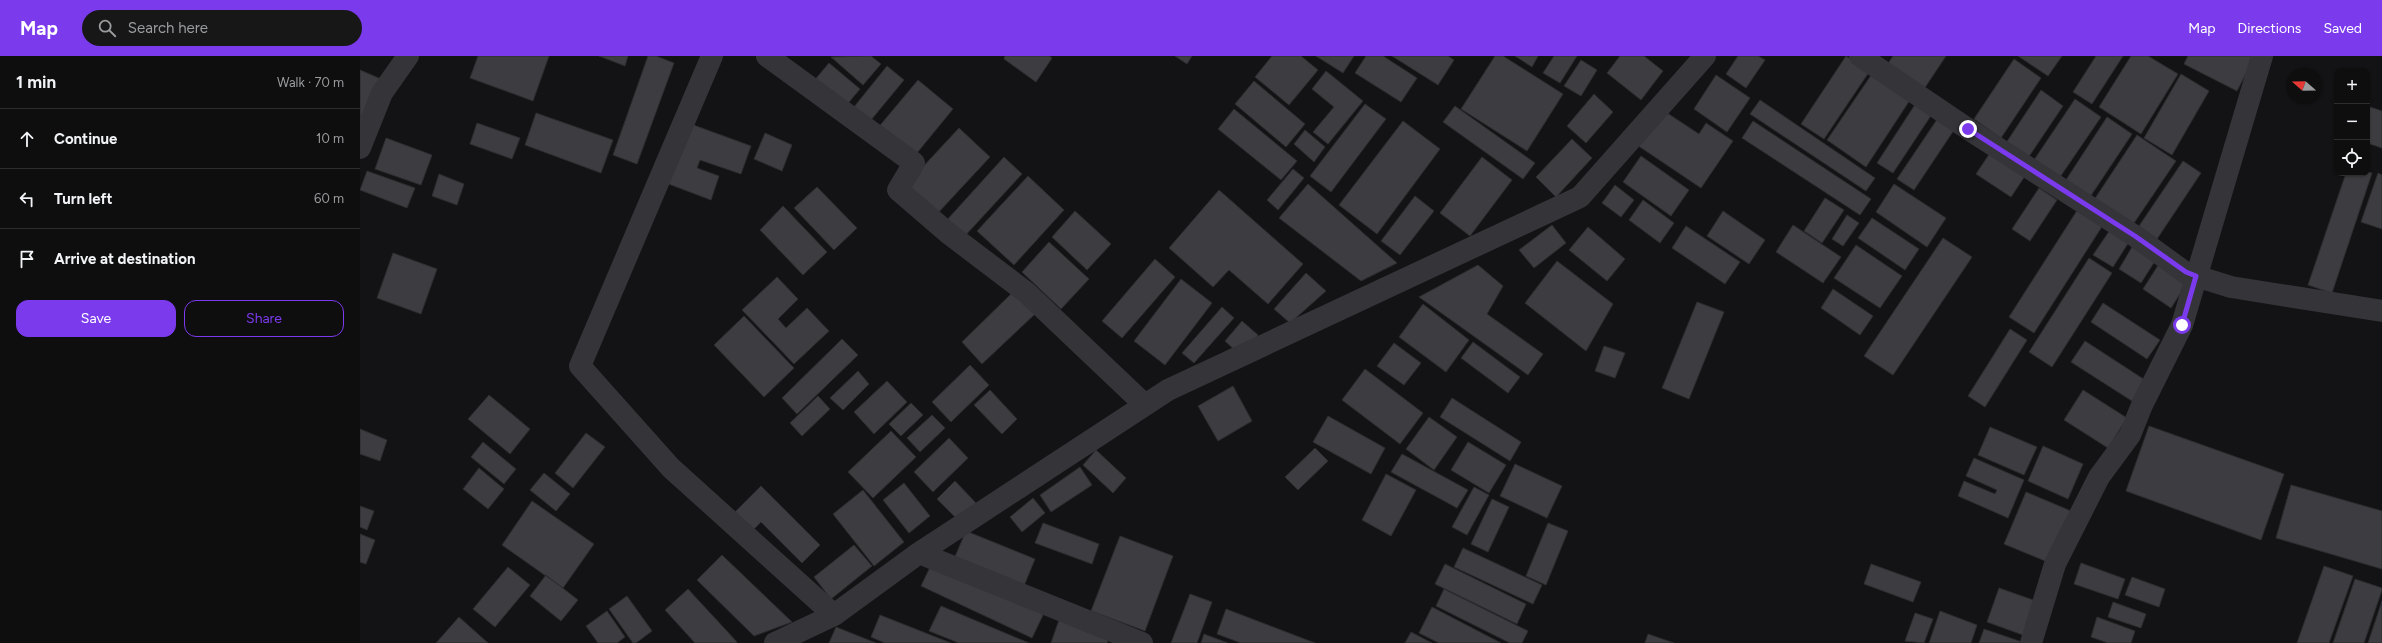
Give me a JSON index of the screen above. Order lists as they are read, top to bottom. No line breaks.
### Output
{"north":"left","page":{"header":"Map","search":"Search here","nav":["Map","Directions","Saved"],"heading":["1 min","Walk · 70 m"],"map_buttons":["+","−"],"list":[["Continue","10 m"],["Turn left","60 m"],"Arrive at destination"],"buttons":["Save","Share"]}}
___
ABOUT THIS EXERCISE: Please return the whole listing exactly. Do not copy its images.

RESPONSE BOX:
Give me a JSON index of the screen above. Order lists as they are read, top to bottom. No line breaks.
### Output
{"north":"left","page":{"header":"Map","search":"Search here","nav":["Map","Directions","Saved"],"heading":["1 min","Walk · 70 m"],"map_buttons":["+","−"],"list":[["Continue","10 m"],["Turn left","60 m"],"Arrive at destination"],"buttons":["Save","Share"]}}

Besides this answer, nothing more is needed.